### Brief:
In the listing below, which lines contain the string "stream"? Copy them all.

■ ■ ■ ■ ■

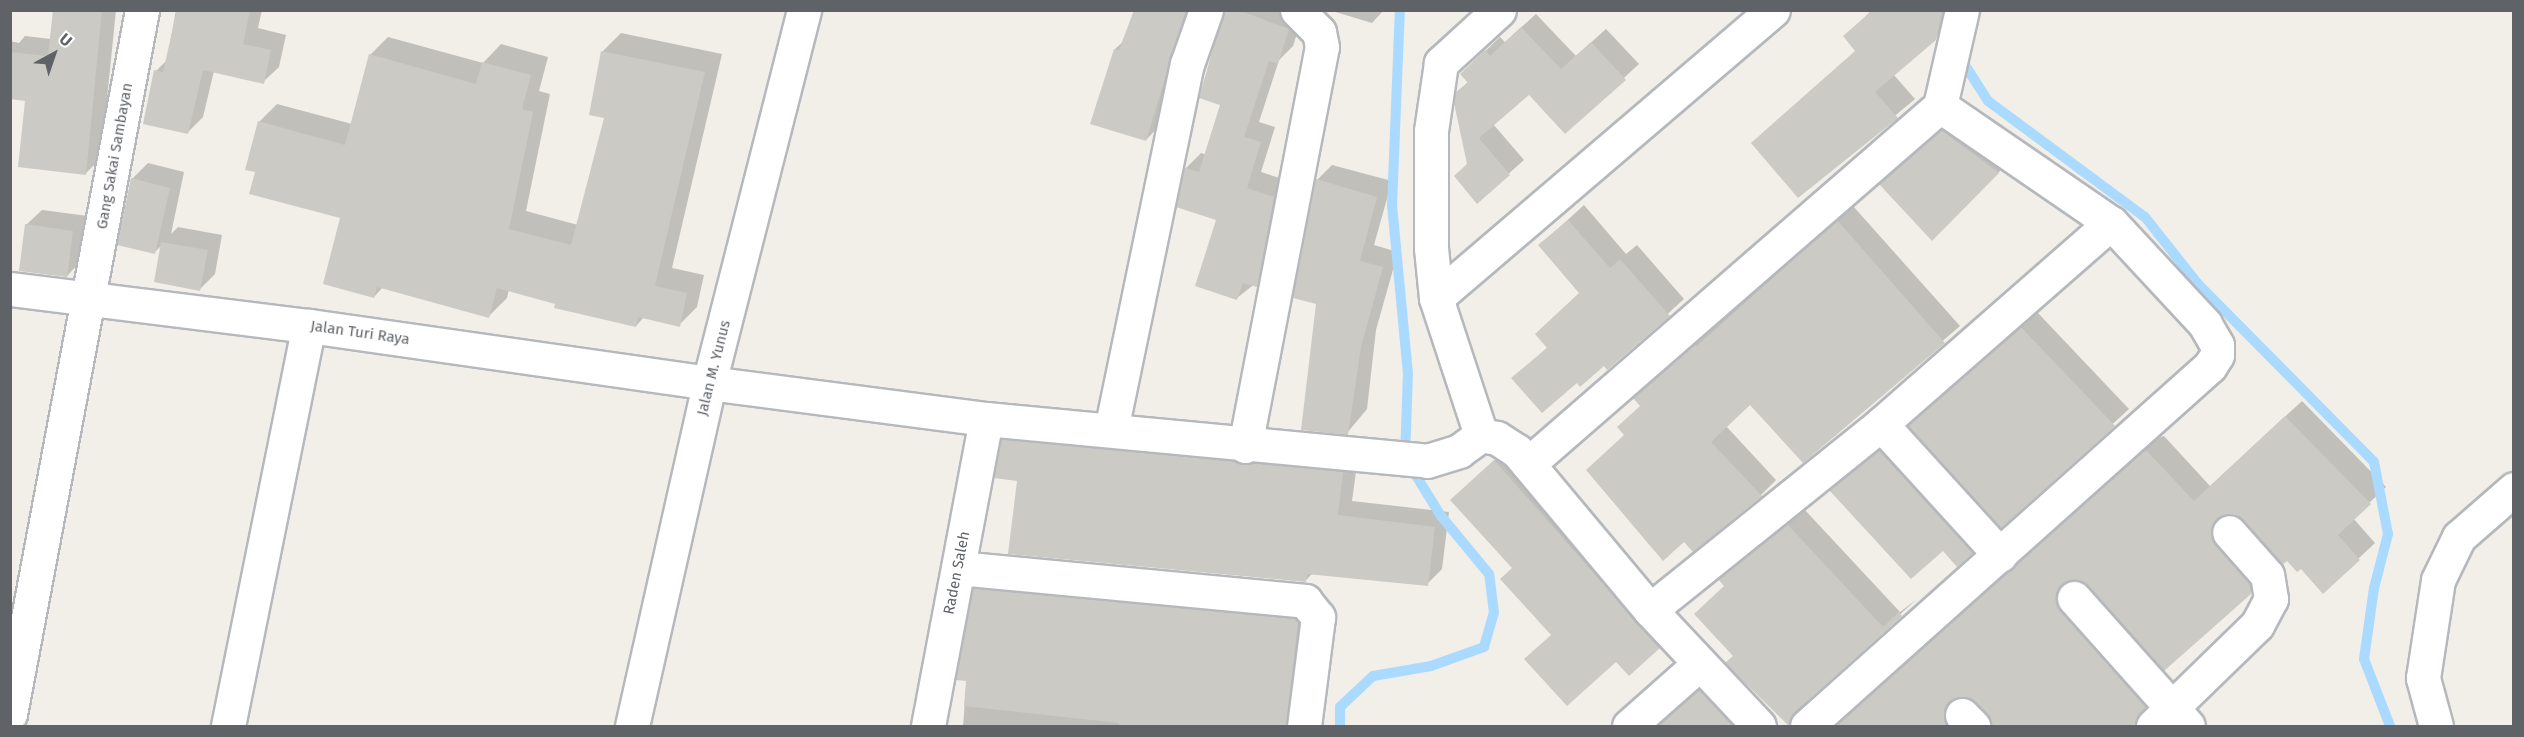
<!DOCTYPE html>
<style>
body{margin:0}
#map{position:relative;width:2524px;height:737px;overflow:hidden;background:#f1efe8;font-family:"Fira Sans",sans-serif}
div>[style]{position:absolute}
.shadow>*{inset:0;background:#0003}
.stream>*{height:10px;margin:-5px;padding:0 5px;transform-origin:5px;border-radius:5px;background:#aadaff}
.building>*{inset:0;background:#cccac5}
.roads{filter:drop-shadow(2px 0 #b5b8bc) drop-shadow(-2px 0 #b5b8bc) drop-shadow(0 2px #b5b8bc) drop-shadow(0 -2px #b5b8bc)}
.minor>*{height:33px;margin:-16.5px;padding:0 16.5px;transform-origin:16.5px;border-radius:16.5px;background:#fff}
.tertiary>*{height:33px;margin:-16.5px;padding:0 16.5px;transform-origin:16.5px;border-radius:16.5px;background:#fff}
span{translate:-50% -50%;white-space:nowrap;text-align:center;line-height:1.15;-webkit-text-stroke:4.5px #fff;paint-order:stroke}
.street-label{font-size:15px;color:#5f6368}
.frame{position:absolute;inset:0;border:12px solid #5f6368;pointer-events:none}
.north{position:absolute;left:24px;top:24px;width:60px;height:60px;-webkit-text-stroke:4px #fff;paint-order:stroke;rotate:40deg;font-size:16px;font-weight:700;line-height:24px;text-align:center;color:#5f6368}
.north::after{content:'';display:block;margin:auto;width:21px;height:27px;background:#5f6368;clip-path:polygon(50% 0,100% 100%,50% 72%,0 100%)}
</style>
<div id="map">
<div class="shadow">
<i style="clip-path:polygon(54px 10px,116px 10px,101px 158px,85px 174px,27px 99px,10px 97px,10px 41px,19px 43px,25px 36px,51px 39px)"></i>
<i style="clip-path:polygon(176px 10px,262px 10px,258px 28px,286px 35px,279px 67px,263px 82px,214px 71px,203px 117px,188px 132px,156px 71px,167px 60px)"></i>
<i style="clip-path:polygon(1136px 10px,1196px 10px,1161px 124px,1146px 140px,1115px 49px,1125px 40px)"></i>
<i style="clip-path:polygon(1226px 10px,1304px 12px,1293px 46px,1279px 60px,1259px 122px,1275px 127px,1261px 172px,1289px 181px,1272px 270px,1237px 298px,1218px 219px,1186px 168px,1201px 153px,1207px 155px,1222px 104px)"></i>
<i style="clip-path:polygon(1329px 10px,1384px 10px,1372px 23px)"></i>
<i style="clip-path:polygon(1872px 10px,1956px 10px,1954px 20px,1893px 74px,1915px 99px,1799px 196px,1857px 50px,1845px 36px)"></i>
<i style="clip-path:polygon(1536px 14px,1576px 56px,1606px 29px,1639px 64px,1565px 132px,1530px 93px,1493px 124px,1524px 160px,1478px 201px,1457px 92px,1469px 81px,1476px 60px,1500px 37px,1505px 42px)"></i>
<i style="clip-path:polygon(621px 33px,722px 54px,672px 268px,704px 275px,697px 307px,679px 325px,644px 317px,636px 326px,509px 289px,507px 298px,489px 316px,383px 287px,374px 297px,342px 217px,256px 171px,259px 122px,277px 104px,352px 124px,370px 55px,388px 37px,483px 63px,501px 44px,548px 57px,539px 91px,550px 94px,526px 211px,578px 225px,606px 117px,590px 114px,603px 51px)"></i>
<i style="clip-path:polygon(1958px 115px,2014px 157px,1932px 239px,1881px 184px)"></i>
<i style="clip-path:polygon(148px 163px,184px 172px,171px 234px,178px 227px,222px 235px,215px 274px,200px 289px,162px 245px,154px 253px,132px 179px)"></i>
<i style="clip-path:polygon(1332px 165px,1392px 181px,1374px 245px,1398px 252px,1376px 330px,1367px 409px,1347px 433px,1317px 303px,1317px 180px)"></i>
<i style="clip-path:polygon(1584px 205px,1626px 254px,1637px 245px,1684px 299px,1608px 368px,1604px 364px,1513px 378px,1548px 347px,1580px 292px,1540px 245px)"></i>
<i style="clip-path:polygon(1853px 206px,1960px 326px,1803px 461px,1750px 403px,1726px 426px,1776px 480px,1761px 495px,1625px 434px,1642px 405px,1635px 398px)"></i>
<i style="clip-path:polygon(42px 210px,88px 216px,82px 260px,67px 276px,26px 225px)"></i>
<i style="clip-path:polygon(2037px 312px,2129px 409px,2001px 526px,1910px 426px)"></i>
<i style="clip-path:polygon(2302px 401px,2386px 487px,2353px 518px,2375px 543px,2323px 592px,2301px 567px,2235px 513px,2228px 514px,2226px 520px,2266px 577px,2250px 593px,2088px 584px,2073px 579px,2075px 594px,2166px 726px,1991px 726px,1988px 712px,1968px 696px,1961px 695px,1959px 703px,1985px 726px,1829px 726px,1837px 724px,2158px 438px,2164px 436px,2210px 486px)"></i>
<i style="clip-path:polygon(1018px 425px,1358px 457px,1352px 501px,1449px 512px,1442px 569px,1427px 584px,1313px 573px,1305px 581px,1003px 440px)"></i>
<i style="clip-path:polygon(1895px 435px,1987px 536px,1972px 552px,1943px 548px,1831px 490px)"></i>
<i style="clip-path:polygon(1510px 446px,1674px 632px,1659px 647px,1616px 660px,1553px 634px,1468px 485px)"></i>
<i style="clip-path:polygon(1804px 509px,1900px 612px,1917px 599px,1809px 697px,1804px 710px,1789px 725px,1734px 655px,1726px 586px,1720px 579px)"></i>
<i style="clip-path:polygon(990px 573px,1311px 604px,1304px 726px,963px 726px,974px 589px)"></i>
<i style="clip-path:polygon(1715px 675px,1741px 726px,1658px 726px)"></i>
</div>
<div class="stream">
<i style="left:1964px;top:55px;width:7px;rotate:98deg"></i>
<i style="left:1963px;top:62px;width:46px;rotate:57.3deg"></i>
<i style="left:1988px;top:101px;width:195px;rotate:36.5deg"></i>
<i style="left:2145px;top:217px;width:85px;rotate:51.7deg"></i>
<i style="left:2198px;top:284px;width:250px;rotate:45.3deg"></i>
<i style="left:2374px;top:462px;width:73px;rotate:79deg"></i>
<i style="left:2388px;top:534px;width:56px;rotate:104.5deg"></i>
<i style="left:2374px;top:588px;width:72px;rotate:98deg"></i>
<i style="left:2364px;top:659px;width:72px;rotate:68.8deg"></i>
<i style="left:1340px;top:726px;width:19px;rotate:-90deg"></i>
<i style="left:1340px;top:707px;width:45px;rotate:-43.2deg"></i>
<i style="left:1373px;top:676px;width:59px;rotate:-9.8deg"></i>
<i style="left:1431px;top:666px;width:56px;rotate:-19.7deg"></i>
<i style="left:1484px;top:647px;width:35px;rotate:-74deg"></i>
<i style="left:1494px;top:613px;width:39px;rotate:-97deg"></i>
<i style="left:1489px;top:574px;width:75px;rotate:-129.6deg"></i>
<i style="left:1441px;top:516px;width:68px;rotate:-121.8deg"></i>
<i style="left:1405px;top:458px;width:84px;rotate:-88deg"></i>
<i style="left:1408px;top:374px;width:169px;rotate:-95.4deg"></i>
<i style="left:1392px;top:206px;width:196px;rotate:-87.7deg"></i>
</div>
<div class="building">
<i style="clip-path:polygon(53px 10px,102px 10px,86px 175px,18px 167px,25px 101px,10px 99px,10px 52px,48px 56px)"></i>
<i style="clip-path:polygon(177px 10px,250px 10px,243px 44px,271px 50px,264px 84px,203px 70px,188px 134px,143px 124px,154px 70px,163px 72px)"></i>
<i style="clip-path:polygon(1134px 10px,1186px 10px,1146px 141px,1090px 124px,1114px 49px,1119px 50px)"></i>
<i style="clip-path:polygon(1224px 10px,1238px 10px,1289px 29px,1278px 64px,1269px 61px,1244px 137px,1261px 142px,1247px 188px,1274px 197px,1257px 287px,1243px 283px,1237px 300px,1195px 286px,1216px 220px,1176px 207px,1185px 168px,1199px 172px,1220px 105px,1199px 98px)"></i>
<i style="clip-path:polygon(1873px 10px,1939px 10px,1942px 14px,1936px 40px,1875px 92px,1898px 118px,1798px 198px,1751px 143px,1855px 51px,1843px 36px)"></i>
<i style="clip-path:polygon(1521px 27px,1561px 69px,1591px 42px,1626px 80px,1565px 134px,1529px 95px,1479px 138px,1510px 175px,1477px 204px,1454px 176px,1467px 164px,1454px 103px,1456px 92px,1468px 83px,1460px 74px,1485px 50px,1490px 56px)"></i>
<i style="clip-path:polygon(601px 51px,705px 72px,655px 286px,687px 293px,680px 327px,638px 317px,636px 327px,554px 308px,555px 304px,497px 288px,489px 318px,377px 287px,374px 298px,323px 284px,340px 218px,249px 194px,255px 172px,245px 170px,258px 121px,345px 145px,369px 54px,476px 84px,482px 62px,531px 75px,522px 109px,533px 112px,509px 229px,571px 245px,604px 118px,589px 115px)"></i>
<i style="clip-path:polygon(1941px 130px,1999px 173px,1932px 241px,1879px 184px)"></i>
<i style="clip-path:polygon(131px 178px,170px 188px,155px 254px,117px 245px)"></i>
<i style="clip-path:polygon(1316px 179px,1377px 197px,1360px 261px,1383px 267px,1361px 347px,1348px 435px,1301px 430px,1316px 304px,1293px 298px)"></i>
<i style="clip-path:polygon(1568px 220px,1610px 268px,1620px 259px,1670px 316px,1607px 370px,1604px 366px,1580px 387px,1577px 383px,1542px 413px,1511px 378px,1547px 348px,1535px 334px,1579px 293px,1538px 245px)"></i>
<i style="clip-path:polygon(1837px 220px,1945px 343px,1803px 463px,1750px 405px,1711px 442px,1762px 496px,1693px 552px,1684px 542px,1663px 561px,1586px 470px,1624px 435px,1617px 427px,1640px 406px,1633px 398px,1695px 344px,1697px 346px)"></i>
<i style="clip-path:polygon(25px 224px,73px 231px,67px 277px,19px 271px)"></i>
<i style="clip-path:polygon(161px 242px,208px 250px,200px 291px,154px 282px)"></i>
<i style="clip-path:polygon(2021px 327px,2115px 426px,2001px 528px,1908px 426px)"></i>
<i style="clip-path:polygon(2285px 416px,2371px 504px,2338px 535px,2360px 560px,2323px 594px,2301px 569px,2297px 572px,2287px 561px,2282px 565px,2243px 519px,2234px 514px,2217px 518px,2211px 536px,2249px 583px,2251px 594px,2164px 671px,2088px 586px,2079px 580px,2062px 584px,2056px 593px,2060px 610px,2146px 707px,2135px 726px,1991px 726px,1986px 713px,1966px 697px,1948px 702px,1944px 711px,1948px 726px,1835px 726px,2140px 453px,2147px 451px,2194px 501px)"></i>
<i style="clip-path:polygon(1001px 439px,1343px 472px,1338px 515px,1435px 527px,1428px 586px,1307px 574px,1306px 582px,1008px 554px,1017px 481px,994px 478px)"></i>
<i style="clip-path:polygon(1879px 450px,1973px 553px,1957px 567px,1943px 551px,1911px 579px,1829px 490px)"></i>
<i style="clip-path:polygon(1494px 460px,1660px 648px,1629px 676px,1616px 662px,1567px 706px,1524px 659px,1551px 635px,1500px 579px,1512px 568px,1450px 500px)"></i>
<i style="clip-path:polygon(1787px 524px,1883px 627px,1899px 612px,1902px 616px,1795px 712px,1789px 726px,1725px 663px,1733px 656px,1694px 614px,1724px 586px,1718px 579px)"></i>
<i style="clip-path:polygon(973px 588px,1295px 619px,1298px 623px,1286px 726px,1119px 726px,1119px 723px,964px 706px,966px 681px,956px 680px)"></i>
<i style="clip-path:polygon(1699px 689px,1734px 726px,1657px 726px)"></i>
</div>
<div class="roads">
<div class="minor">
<i style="left:1499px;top:10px;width:79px;rotate:137.6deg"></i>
<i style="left:1441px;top:63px;width:69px;rotate:98.4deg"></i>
<i style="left:1431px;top:131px;width:117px;rotate:90deg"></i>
<i style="left:1431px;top:248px;width:50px;rotate:84.3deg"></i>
<i style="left:1436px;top:298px;width:144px;rotate:71.8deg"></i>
<i style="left:1481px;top:435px;width:16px;rotate:11deg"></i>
<i style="left:1497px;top:438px;width:24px;rotate:33deg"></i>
<i style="left:1517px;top:451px;width:207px;rotate:50.1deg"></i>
<i style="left:1650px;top:610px;width:159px;rotate:46.8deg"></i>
<i style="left:1436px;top:298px;width:443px;rotate:-40.5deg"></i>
<i style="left:709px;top:383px;width:279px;rotate:7.4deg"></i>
<i style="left:986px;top:419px;width:443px;rotate:5.4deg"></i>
<i style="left:1427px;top:461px;width:34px;rotate:-17deg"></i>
<i style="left:1459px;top:451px;width:27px;rotate:-36deg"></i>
<i style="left:1881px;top:424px;width:177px;rotate:47.7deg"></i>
<i style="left:1111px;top:430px;width:374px;rotate:-78.3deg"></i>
<i style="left:1187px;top:64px;width:57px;rotate:-70.6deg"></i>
<i style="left:1245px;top:446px;width:406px;rotate:-79.1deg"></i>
<i style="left:1322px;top:47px;width:15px;rotate:-101deg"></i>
<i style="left:1319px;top:32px;width:31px;rotate:-135deg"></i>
<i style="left:1528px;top:464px;width:546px;rotate:-40.99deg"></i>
<i style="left:958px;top:568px;width:349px;rotate:5.4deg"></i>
<i style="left:1305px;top:601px;width:21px;rotate:51deg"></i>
<i style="left:1318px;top:617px;width:110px;rotate:97.3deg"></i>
<i style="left:2074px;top:598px;width:171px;rotate:48.3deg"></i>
<i style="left:1650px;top:610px;width:297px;rotate:-38.8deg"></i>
<i style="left:1881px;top:424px;width:305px;rotate:-41.2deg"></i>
<i style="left:10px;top:714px;width:716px;rotate:-79.38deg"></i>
<i style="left:1962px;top:715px;width:16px;rotate:45deg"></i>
<i style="left:228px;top:726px;width:408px;rotate:-78.6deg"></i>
<i style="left:928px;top:726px;width:312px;rotate:-79.3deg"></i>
<i style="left:1629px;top:726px;width:92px;rotate:-41.5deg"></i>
<i style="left:1807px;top:726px;width:540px;rotate:-41.77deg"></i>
<i style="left:2210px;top:366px;width:13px;rotate:-58deg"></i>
<i style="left:2217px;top:355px;width:10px;rotate:-90deg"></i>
<i style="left:2217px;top:345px;width:24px;rotate:-120deg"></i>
<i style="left:2205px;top:324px;width:138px;rotate:-132.9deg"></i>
<i style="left:2111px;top:223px;width:207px;rotate:-145.6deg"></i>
<i style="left:1940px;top:106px;width:98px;rotate:-77.1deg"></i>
<i style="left:2153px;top:726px;width:145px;rotate:-44.2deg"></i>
<i style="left:2257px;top:625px;width:30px;rotate:-62deg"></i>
<i style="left:2271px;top:599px;width:24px;rotate:-99deg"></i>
<i style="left:2267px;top:575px;width:57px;rotate:-131.5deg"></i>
<i style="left:2436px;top:726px;width:50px;rotate:-105.2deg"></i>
<i style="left:2423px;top:678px;width:99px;rotate:-81.3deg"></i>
<i style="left:2438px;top:580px;width:48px;rotate:-64deg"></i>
<i style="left:2459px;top:537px;width:73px;rotate:-41.1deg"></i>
</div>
<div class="tertiary">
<i style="left:10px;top:289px;width:301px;rotate:7.1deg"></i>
<i style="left:309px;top:326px;width:404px;rotate:8.1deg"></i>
<i style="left:632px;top:726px;width:352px;rotate:-77.3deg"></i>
<i style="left:709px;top:383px;width:385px;rotate:-75.7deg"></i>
</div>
</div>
<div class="street-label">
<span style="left:115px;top:156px;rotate:-80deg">Gang Sakai Sambayan</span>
<span style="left:360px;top:333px;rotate:8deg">Jalan Turi Raya</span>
<span style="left:714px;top:368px;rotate:-76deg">Jalan M. Yunus</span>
<span style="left:957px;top:573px;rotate:-79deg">Raden Saleh</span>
</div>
<div class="frame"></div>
<div class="north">U</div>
</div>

■ ■ ■ ■ ■

### Output of the exercise:
.stream>*{height:10px;margin:-5px;padding:0 5px;transform-origin:5px;border-radius:5px;background:#aadaff}
<div class="stream">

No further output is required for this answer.